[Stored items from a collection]

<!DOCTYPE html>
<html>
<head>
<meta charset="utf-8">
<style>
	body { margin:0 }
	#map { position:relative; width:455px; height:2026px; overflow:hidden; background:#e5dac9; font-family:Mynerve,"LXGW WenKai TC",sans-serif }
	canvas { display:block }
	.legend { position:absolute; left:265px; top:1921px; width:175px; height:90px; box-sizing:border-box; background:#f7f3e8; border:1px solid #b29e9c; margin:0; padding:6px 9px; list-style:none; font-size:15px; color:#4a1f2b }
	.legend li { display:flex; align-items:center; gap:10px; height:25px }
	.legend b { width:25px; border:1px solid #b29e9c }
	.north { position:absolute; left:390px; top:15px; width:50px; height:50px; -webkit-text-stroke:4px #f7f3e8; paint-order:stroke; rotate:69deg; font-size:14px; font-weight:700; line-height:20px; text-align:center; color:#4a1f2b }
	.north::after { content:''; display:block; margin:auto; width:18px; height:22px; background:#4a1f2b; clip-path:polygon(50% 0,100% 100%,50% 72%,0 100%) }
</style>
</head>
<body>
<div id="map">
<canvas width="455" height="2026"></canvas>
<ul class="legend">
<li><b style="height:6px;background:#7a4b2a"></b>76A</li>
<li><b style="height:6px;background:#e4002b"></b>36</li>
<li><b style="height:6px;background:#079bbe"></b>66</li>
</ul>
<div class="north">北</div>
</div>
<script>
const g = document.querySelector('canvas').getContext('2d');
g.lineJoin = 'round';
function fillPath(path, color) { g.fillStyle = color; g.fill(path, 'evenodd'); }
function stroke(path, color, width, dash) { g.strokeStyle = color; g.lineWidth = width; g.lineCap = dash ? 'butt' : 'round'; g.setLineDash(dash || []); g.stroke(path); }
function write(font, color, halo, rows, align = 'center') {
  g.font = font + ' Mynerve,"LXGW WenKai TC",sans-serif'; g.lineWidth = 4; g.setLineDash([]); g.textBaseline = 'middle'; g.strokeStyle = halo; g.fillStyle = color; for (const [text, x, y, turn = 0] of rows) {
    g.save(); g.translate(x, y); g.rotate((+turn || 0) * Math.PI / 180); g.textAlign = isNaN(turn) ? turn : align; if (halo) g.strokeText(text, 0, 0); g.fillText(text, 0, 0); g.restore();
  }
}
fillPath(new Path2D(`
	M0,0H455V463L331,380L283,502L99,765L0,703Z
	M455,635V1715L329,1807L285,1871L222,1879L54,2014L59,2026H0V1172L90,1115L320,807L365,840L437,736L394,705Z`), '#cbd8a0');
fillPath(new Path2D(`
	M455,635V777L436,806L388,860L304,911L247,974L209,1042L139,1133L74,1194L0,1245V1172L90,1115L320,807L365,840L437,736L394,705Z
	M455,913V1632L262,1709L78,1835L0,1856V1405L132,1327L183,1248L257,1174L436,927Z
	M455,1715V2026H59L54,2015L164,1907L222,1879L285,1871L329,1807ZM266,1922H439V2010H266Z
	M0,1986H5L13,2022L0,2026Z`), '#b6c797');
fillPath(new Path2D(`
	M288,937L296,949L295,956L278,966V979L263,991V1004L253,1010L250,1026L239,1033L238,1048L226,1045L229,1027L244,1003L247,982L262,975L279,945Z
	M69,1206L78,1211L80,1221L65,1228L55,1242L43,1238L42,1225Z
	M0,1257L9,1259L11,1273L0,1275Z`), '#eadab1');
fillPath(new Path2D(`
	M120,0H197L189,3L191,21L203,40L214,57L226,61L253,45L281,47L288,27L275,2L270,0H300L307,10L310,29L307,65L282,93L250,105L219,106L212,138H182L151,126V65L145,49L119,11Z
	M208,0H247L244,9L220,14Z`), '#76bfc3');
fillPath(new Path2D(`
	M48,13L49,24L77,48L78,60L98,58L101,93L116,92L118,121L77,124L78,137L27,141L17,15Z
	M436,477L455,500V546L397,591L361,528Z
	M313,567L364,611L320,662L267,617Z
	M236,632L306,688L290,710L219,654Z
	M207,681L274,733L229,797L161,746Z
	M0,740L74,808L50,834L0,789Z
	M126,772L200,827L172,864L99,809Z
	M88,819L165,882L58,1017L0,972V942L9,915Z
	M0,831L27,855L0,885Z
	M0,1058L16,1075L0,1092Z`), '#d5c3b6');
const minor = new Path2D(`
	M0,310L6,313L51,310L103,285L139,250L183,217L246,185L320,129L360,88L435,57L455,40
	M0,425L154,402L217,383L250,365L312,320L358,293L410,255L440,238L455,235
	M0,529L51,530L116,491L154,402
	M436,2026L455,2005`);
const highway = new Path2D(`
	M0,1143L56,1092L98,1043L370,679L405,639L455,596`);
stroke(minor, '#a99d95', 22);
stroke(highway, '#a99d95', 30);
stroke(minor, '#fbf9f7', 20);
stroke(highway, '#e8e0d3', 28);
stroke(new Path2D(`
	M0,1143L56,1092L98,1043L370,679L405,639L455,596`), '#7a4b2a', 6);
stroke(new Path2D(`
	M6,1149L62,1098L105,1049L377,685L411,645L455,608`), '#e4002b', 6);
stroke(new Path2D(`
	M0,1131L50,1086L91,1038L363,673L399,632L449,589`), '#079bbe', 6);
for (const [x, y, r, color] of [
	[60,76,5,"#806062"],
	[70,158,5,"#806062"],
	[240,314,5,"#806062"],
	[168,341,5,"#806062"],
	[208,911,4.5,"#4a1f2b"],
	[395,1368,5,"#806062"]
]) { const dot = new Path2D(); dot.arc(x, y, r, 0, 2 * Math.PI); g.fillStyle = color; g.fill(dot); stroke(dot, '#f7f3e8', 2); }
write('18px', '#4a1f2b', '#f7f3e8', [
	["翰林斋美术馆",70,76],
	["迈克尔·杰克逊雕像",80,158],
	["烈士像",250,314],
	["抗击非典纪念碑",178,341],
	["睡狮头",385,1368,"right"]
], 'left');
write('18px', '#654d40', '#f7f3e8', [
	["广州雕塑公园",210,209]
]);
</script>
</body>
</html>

* * *

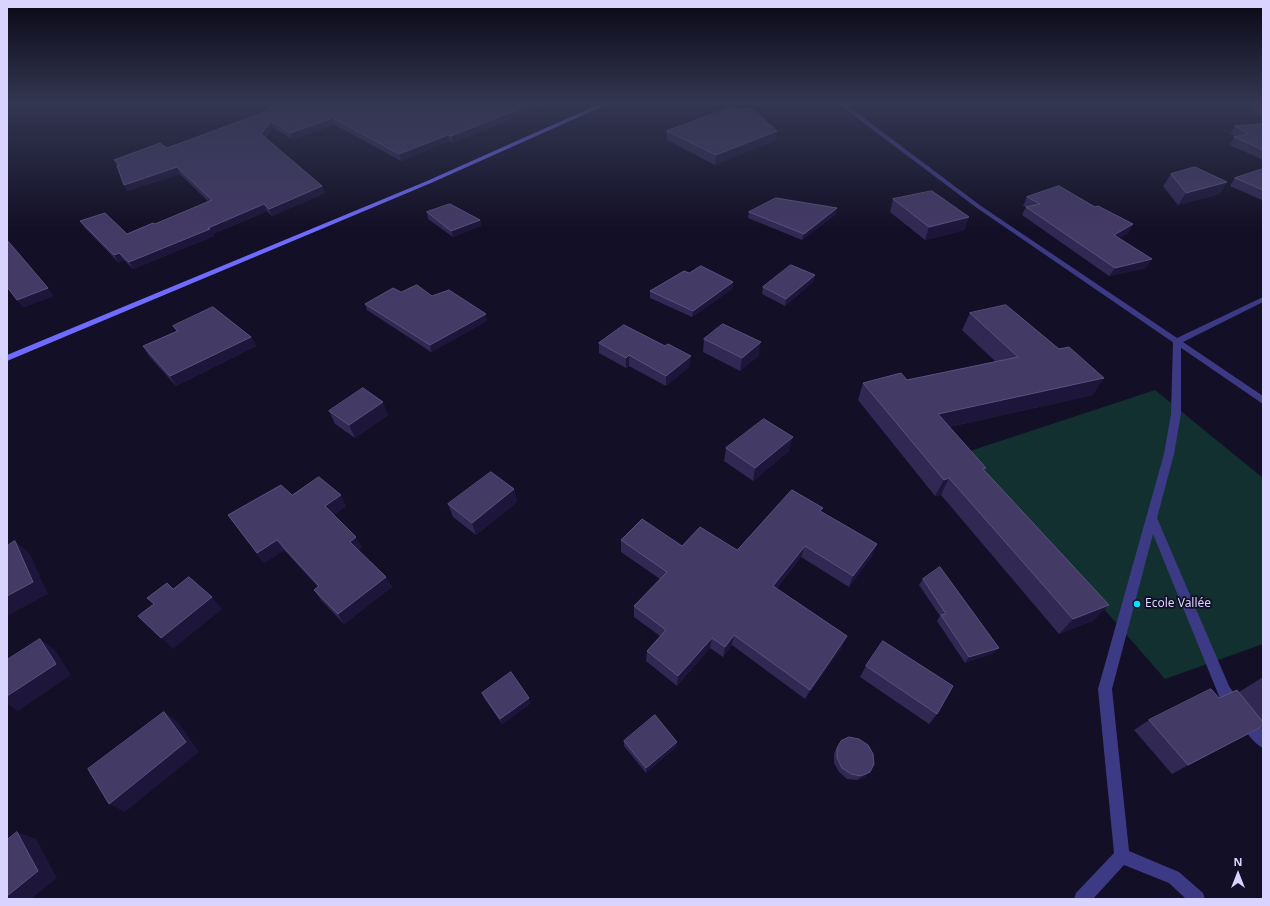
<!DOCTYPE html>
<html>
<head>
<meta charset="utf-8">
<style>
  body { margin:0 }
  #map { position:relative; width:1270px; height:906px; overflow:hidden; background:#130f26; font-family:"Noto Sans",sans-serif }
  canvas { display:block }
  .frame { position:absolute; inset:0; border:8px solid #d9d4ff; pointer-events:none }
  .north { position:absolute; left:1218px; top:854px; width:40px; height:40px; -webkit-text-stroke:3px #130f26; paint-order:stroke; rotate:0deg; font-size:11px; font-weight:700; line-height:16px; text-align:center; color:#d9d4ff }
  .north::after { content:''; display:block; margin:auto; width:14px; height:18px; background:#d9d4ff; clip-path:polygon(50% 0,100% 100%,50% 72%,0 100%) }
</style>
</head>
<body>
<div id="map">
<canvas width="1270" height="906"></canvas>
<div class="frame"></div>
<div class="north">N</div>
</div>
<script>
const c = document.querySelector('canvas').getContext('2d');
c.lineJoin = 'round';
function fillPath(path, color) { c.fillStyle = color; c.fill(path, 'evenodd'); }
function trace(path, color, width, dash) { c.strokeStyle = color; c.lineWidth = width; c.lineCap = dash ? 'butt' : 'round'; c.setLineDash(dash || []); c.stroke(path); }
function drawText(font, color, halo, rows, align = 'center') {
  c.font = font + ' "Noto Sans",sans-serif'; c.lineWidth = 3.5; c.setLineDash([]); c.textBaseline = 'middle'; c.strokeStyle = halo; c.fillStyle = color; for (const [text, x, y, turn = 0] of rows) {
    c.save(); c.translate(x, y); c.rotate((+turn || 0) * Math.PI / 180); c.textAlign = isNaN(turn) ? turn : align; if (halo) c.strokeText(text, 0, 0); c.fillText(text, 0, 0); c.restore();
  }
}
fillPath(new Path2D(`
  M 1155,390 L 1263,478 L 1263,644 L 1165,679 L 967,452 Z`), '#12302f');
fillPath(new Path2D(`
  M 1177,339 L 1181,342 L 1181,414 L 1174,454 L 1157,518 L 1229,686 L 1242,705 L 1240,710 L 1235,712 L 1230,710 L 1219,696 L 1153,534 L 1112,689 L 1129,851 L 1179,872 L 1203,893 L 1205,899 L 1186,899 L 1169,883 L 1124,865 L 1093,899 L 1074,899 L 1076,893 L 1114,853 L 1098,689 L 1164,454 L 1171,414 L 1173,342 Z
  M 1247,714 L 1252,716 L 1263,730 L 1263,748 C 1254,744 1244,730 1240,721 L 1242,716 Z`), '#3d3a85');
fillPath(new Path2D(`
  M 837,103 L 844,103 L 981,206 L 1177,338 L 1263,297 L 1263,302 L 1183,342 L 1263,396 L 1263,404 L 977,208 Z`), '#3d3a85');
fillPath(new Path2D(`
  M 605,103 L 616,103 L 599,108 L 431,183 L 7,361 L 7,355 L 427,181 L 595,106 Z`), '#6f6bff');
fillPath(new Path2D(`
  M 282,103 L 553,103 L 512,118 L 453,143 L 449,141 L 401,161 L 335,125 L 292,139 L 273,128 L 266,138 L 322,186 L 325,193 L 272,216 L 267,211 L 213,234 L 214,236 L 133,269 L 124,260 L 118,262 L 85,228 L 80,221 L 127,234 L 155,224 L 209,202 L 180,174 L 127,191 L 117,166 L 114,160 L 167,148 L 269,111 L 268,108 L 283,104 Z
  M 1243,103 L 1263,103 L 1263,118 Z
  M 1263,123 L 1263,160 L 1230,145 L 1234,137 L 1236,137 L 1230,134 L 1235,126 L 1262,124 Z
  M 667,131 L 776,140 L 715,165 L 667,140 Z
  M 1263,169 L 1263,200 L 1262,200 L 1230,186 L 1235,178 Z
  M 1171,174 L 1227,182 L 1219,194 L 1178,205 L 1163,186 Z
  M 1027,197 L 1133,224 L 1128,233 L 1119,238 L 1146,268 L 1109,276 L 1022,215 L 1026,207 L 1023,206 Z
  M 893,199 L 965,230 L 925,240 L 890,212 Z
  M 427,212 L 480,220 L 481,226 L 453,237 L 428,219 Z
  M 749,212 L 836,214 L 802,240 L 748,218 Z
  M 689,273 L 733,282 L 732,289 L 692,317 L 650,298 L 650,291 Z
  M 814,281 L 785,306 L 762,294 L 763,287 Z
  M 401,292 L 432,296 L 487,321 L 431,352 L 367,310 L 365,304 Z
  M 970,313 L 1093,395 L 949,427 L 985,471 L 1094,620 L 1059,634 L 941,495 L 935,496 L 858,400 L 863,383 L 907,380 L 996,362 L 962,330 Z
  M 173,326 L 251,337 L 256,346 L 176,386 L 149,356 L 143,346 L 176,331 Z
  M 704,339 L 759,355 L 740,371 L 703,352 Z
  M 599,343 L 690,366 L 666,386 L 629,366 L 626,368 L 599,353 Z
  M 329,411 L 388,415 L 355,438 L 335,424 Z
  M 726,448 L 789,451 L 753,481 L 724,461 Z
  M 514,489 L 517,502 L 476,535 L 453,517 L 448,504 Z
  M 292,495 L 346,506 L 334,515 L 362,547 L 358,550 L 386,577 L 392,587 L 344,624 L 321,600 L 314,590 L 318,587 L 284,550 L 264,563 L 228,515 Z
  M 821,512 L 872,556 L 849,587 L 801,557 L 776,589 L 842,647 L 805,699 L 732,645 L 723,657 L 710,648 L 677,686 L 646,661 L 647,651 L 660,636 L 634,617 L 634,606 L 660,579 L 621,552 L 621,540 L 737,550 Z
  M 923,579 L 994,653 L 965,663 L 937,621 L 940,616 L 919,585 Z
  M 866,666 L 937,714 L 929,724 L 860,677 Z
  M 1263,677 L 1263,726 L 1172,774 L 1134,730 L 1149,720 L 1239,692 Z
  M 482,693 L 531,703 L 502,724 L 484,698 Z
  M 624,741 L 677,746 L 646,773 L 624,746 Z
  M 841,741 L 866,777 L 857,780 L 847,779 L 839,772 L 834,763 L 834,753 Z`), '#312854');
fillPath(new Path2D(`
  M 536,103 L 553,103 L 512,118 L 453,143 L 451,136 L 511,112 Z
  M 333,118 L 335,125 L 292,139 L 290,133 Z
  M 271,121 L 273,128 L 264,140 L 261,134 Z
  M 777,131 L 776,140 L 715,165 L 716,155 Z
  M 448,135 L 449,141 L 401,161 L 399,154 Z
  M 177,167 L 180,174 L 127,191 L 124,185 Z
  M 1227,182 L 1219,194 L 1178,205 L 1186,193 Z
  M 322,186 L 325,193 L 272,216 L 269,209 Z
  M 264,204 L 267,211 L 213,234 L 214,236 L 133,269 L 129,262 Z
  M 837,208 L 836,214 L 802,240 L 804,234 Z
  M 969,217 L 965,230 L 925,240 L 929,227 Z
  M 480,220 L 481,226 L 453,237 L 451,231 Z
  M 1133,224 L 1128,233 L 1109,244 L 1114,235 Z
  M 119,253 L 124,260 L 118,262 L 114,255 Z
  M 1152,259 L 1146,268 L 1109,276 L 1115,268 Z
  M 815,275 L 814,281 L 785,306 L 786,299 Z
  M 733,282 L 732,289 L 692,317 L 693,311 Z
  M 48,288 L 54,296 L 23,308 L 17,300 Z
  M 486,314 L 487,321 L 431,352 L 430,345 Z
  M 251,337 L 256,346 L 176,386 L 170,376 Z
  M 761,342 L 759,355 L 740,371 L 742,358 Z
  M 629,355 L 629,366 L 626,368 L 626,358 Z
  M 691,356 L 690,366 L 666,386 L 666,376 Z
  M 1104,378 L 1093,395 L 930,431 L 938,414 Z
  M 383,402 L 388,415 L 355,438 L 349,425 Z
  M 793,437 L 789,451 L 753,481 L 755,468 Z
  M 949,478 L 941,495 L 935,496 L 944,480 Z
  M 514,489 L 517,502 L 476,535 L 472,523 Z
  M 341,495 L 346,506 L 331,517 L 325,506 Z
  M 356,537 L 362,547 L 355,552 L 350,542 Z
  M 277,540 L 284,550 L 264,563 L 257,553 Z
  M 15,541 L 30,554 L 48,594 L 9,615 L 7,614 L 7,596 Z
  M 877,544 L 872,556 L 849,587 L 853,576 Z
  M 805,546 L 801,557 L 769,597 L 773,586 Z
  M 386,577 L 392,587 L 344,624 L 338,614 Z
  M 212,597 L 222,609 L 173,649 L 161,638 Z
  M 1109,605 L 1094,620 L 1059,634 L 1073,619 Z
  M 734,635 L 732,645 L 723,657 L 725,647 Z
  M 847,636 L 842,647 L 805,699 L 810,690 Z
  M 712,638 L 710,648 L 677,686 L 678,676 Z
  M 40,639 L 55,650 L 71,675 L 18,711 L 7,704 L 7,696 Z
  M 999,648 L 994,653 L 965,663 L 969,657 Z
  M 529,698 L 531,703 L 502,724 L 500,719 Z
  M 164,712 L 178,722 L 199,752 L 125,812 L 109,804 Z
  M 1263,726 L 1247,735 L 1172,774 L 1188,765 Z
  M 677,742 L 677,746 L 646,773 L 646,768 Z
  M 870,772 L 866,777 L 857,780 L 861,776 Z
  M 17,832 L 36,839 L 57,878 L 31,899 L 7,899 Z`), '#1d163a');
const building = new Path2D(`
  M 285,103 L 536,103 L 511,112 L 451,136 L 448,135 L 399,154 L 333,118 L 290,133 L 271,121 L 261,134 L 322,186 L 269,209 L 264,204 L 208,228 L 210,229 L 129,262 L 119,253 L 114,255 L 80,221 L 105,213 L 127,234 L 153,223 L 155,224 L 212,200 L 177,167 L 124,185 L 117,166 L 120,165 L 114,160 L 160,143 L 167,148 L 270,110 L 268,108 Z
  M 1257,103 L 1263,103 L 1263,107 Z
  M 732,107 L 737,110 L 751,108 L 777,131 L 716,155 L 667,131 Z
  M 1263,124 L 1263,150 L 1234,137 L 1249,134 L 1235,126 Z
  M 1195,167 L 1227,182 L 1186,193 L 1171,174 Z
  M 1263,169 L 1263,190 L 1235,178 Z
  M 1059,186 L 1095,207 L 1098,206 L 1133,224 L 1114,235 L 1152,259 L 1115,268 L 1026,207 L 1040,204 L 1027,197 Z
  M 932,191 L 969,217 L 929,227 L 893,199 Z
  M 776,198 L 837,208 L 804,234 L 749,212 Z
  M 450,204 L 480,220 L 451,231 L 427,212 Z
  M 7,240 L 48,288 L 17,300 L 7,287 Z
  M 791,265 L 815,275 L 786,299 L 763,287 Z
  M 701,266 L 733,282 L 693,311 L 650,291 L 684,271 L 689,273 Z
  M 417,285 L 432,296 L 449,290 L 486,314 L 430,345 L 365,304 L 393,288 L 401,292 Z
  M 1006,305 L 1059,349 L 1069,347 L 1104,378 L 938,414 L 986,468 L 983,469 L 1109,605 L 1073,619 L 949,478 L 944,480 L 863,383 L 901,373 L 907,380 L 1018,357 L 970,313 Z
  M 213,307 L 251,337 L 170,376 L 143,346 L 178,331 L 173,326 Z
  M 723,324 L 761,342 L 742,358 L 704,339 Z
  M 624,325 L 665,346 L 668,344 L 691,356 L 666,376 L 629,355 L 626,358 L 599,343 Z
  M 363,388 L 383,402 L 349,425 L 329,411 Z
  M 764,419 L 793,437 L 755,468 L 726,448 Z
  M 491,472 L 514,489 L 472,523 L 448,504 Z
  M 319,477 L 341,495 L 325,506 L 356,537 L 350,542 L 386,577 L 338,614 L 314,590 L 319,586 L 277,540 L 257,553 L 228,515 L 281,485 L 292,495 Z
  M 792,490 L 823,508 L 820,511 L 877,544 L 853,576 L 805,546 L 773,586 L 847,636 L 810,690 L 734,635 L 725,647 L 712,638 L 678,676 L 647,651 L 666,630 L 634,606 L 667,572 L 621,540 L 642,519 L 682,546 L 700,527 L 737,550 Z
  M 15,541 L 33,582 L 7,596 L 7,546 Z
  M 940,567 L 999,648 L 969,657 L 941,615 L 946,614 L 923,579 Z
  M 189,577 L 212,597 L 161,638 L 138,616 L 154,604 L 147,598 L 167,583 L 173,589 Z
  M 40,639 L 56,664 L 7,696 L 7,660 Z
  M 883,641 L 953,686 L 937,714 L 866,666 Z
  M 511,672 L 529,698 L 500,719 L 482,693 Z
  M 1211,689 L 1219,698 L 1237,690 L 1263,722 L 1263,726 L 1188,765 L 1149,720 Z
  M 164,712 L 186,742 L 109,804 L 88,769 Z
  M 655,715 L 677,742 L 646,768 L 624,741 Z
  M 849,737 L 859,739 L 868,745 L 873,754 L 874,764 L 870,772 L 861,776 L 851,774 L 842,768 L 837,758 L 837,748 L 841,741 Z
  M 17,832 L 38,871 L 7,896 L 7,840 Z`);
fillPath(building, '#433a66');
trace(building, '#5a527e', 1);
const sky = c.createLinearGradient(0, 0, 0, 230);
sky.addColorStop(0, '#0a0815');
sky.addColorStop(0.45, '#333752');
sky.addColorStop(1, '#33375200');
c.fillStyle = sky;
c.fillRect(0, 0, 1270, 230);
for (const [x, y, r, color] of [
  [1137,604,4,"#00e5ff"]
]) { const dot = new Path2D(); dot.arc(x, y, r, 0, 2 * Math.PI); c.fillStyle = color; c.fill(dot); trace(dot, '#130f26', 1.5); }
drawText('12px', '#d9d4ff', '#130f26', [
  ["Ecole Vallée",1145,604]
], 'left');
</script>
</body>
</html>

§ **Work request**
Report all lines of the data above that include the string "isNaN".

§ **Task output**
    g.save(); g.translate(x, y); g.rotate((+turn || 0) * Math.PI / 180); g.textAlign = isNaN(turn) ? turn : align; if (halo) g.strokeText(text, 0, 0); g.fillText(text, 0, 0); g.restore();
    c.save(); c.translate(x, y); c.rotate((+turn || 0) * Math.PI / 180); c.textAlign = isNaN(turn) ? turn : align; if (halo) c.strokeText(text, 0, 0); c.fillText(text, 0, 0); c.restore();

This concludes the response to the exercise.